Strangelets formation in high energy heavy-ion collisions

TL;DR

This paper investigates the phase diagram of strange quark matter at finite temperature, exploring conditions for strangelet formation in high-energy heavy-ion collisions through theoretical models and dynamical analysis.

Contribution

It introduces a detailed study of the phase diagram and identifies key parameters influencing strangelet formation in relativistic nuclear collisions.

Findings

Strangeness fraction and interaction parameters strongly affect strangelet formation.

Large initial entropy per baryon increases the probability of strangelet formation.
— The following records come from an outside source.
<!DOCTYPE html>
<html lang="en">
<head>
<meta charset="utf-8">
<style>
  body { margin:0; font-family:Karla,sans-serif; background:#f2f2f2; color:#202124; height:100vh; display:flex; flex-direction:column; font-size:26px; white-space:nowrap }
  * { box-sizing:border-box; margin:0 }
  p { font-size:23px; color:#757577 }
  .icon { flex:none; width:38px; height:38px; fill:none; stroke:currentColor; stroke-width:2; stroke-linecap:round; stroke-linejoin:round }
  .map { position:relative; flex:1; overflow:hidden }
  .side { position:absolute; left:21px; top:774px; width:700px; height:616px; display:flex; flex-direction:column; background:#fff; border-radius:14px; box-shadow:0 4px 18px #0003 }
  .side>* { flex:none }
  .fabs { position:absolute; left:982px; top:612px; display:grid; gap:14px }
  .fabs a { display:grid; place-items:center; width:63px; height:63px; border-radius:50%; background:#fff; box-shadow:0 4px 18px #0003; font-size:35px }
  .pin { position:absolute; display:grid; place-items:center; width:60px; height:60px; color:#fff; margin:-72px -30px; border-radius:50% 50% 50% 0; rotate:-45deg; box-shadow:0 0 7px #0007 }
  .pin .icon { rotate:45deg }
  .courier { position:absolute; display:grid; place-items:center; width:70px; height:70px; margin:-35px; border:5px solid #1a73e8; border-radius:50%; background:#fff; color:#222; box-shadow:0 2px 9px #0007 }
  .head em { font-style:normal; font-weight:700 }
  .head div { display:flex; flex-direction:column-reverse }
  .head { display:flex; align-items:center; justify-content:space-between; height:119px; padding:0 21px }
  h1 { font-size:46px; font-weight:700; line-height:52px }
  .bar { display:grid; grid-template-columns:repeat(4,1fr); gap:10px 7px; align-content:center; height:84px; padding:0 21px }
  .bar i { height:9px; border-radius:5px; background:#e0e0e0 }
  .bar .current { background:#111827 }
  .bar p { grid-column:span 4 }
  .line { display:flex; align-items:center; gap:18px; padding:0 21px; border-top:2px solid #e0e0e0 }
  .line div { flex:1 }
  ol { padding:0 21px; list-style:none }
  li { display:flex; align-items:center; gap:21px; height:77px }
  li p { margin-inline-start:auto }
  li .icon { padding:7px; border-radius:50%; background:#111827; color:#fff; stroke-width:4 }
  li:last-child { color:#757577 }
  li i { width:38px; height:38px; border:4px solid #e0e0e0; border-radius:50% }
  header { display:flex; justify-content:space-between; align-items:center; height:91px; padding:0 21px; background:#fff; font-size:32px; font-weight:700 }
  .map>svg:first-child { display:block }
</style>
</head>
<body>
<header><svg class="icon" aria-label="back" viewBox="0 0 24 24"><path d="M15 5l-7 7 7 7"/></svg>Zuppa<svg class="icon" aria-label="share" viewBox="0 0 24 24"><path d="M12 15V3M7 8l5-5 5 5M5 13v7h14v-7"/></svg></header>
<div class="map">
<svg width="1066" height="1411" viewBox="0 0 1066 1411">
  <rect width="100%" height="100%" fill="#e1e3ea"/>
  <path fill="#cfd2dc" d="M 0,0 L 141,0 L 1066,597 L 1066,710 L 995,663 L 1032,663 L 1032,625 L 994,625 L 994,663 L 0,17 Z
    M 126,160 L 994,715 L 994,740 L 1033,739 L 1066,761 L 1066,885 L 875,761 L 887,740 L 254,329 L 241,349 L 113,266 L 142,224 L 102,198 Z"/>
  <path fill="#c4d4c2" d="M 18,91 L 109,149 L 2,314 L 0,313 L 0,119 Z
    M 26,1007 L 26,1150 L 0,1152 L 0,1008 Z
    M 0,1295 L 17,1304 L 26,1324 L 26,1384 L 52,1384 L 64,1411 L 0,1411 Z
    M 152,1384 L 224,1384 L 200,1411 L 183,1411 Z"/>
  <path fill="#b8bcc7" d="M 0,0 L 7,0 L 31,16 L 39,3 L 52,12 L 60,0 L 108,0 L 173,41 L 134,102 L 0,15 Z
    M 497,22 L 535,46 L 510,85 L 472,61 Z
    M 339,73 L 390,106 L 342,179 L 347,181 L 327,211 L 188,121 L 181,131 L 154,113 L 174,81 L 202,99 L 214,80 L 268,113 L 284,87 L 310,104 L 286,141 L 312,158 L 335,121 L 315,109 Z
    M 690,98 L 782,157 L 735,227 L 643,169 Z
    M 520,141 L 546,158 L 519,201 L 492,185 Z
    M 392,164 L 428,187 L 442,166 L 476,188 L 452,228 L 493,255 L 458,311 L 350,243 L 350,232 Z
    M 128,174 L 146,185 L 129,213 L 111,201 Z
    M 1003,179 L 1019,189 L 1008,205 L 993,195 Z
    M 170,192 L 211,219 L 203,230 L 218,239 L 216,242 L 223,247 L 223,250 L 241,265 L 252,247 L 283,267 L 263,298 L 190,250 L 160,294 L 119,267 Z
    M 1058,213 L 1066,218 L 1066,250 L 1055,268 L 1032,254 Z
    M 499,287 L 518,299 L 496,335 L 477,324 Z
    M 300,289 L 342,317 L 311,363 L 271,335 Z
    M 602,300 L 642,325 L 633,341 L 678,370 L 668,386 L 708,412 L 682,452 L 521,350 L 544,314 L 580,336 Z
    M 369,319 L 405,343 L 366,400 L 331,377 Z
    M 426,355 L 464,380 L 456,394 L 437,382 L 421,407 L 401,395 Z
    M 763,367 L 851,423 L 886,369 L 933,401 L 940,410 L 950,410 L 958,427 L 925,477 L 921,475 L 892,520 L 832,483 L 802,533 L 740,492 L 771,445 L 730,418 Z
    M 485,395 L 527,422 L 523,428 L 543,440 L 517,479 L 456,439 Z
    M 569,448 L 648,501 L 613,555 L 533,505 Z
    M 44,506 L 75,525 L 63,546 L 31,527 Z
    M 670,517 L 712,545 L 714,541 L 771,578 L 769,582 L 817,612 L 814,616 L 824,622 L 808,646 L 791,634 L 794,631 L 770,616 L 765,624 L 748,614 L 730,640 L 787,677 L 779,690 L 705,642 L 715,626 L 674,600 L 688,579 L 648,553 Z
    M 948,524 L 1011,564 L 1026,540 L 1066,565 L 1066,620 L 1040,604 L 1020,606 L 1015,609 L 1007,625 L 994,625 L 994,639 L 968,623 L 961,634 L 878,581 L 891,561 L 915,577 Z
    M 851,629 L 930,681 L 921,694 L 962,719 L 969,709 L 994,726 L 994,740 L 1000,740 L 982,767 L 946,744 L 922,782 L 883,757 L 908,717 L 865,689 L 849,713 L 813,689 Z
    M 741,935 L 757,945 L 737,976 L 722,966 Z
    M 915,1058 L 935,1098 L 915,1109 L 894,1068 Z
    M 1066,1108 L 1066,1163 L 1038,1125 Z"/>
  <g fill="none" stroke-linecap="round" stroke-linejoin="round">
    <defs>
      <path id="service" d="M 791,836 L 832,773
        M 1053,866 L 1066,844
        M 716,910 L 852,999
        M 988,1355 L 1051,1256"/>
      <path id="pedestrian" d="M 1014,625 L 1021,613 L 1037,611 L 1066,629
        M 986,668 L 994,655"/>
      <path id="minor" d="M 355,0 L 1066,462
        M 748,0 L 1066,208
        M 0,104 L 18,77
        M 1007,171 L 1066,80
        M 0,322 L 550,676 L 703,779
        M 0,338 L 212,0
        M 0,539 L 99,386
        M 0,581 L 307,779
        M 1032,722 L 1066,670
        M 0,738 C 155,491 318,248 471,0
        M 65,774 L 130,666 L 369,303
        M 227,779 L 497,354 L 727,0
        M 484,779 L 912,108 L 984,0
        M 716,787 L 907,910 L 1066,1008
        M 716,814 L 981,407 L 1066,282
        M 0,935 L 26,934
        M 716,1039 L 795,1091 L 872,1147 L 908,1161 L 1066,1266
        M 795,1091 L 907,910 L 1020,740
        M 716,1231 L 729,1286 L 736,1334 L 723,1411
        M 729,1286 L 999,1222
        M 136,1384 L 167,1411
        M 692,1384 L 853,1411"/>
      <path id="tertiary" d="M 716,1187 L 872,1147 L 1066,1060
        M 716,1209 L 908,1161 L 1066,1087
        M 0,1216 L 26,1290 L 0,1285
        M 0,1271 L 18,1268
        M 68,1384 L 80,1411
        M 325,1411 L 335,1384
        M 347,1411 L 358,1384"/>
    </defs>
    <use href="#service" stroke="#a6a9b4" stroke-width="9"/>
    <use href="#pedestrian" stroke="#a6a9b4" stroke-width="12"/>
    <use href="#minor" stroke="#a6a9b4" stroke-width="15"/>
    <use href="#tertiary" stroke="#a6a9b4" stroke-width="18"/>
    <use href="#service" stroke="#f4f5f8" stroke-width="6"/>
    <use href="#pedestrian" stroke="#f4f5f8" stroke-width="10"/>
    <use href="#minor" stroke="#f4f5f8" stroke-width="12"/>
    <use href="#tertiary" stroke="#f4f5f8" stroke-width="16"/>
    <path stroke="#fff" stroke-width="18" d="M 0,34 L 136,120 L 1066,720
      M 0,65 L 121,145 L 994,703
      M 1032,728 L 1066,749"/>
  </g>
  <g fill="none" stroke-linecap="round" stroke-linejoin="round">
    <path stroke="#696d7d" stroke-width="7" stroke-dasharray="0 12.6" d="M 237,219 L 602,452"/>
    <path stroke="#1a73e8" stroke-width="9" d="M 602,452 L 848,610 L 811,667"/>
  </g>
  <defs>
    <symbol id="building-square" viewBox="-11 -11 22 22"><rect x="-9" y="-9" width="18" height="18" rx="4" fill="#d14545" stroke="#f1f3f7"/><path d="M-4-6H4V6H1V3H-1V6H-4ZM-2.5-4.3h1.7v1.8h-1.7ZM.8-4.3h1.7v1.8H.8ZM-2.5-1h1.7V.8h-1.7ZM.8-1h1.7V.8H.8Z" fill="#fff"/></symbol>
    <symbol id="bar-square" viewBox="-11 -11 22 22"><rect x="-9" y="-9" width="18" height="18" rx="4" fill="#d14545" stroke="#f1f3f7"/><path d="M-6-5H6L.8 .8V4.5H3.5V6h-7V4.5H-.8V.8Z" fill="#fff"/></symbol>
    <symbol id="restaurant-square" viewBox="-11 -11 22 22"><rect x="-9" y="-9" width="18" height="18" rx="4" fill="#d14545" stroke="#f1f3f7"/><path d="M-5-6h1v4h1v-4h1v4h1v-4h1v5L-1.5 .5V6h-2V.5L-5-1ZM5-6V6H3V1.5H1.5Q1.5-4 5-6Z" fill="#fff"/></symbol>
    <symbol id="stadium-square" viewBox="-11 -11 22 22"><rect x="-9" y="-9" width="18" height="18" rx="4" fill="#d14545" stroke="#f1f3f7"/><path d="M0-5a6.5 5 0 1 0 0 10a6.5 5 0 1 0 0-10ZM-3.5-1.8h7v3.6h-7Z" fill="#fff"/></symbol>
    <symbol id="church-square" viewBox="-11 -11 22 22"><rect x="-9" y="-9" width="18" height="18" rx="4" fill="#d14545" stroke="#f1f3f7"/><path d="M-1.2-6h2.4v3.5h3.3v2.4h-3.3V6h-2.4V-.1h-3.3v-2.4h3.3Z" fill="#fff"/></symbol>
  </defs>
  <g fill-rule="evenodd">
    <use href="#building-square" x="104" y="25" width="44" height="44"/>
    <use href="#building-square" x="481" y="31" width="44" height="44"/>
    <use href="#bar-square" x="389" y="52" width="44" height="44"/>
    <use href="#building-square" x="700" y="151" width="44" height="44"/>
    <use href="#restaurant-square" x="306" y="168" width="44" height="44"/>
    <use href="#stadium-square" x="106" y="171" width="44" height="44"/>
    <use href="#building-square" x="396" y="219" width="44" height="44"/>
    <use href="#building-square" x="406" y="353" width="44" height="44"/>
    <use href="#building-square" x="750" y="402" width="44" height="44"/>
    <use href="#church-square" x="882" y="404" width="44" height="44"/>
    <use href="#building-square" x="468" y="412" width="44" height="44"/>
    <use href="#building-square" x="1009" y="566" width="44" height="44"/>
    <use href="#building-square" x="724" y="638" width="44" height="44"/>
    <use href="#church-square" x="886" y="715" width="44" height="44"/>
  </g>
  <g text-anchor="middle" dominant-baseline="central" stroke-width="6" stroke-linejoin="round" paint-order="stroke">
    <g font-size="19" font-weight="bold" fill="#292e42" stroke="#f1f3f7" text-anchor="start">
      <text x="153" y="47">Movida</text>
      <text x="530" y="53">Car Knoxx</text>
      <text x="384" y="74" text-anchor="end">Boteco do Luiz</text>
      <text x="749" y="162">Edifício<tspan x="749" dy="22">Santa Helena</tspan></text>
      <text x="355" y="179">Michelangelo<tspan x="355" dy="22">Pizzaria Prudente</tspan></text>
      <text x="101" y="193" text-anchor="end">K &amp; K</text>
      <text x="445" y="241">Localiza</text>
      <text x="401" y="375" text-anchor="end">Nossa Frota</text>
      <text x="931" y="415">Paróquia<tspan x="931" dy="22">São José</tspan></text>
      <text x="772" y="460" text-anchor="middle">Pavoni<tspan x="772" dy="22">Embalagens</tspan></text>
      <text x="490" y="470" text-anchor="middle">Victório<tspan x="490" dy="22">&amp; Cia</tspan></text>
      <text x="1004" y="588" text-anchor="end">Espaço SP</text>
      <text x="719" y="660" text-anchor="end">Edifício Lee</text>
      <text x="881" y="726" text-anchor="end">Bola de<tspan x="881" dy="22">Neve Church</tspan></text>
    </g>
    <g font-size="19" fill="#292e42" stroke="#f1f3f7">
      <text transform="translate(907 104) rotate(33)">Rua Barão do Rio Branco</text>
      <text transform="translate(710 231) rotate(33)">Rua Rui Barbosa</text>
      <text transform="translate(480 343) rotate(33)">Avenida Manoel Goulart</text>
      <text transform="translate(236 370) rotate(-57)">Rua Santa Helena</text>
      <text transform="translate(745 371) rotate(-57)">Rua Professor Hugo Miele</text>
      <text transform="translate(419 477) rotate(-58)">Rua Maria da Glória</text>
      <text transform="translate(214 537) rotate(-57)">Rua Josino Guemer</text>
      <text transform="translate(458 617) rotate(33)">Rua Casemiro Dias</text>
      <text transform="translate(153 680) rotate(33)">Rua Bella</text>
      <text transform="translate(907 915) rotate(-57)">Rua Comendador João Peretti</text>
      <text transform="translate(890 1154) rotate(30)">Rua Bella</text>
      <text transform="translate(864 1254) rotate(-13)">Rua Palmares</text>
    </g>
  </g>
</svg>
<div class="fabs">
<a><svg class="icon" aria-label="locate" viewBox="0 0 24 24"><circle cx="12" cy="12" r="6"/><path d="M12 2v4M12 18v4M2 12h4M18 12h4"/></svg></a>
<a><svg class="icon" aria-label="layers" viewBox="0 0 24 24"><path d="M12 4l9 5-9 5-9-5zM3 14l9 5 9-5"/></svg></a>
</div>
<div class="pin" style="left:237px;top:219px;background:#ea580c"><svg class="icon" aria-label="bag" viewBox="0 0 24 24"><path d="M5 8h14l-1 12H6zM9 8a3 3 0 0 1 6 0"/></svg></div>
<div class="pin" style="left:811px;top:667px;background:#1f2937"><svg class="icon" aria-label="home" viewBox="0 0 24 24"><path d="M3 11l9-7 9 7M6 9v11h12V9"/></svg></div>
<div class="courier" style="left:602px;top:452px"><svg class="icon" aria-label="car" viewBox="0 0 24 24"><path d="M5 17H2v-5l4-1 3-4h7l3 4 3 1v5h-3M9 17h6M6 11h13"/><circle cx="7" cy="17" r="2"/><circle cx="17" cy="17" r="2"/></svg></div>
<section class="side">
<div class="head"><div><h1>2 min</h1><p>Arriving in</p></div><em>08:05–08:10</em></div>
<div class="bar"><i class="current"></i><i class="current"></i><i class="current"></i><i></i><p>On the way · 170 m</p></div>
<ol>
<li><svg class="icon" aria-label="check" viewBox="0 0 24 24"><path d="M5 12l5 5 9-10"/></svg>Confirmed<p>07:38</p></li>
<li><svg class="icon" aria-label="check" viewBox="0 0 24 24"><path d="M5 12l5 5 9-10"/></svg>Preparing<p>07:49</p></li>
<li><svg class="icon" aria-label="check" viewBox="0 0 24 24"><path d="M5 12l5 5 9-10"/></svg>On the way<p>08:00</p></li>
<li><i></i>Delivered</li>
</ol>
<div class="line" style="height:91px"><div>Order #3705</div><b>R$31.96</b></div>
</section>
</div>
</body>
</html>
Certain parameter thresholds prevent strangelet formation, leading to complete hadronization.

Abstract

The properties of phase diagram of strange quark matter in equilibrium with hadronic matter at finite temperature are studied, where the quark phase and hadron phase are treated by baryon density-dependent quark mass model and hadron resonance gas model with hard core repulsion factor, respectively. The thermodynamic conditions for the formation of metastable strange quark droplets ("strangelets") in relativistic nuclear collisions are discussed. We obtained a rich structure of the phase diagram at finite temperature, and study the dynamical trajectories of an expanding strange fireball. Our results indicate that the strangeness fraction fs, perturbation parameter C, and confinement parameter D have strong influence on the properties of phase diagram and the formation of strangelets. Consider the isentropic expansion process, we found that the initial entropy per baryon is less than or equal to 5, which gives a large probability for the formation of strangelets. Furthermore, a sufficiently large strangeness fraction fs and one-gluon-exchange interaction and sufficiently small confinement interaction create possibilities for the formation of strangelets. On the contrary, the fireball will always complete the hadronization process when fs=0 or C>=0 or D^{1/2}>=170 MeV.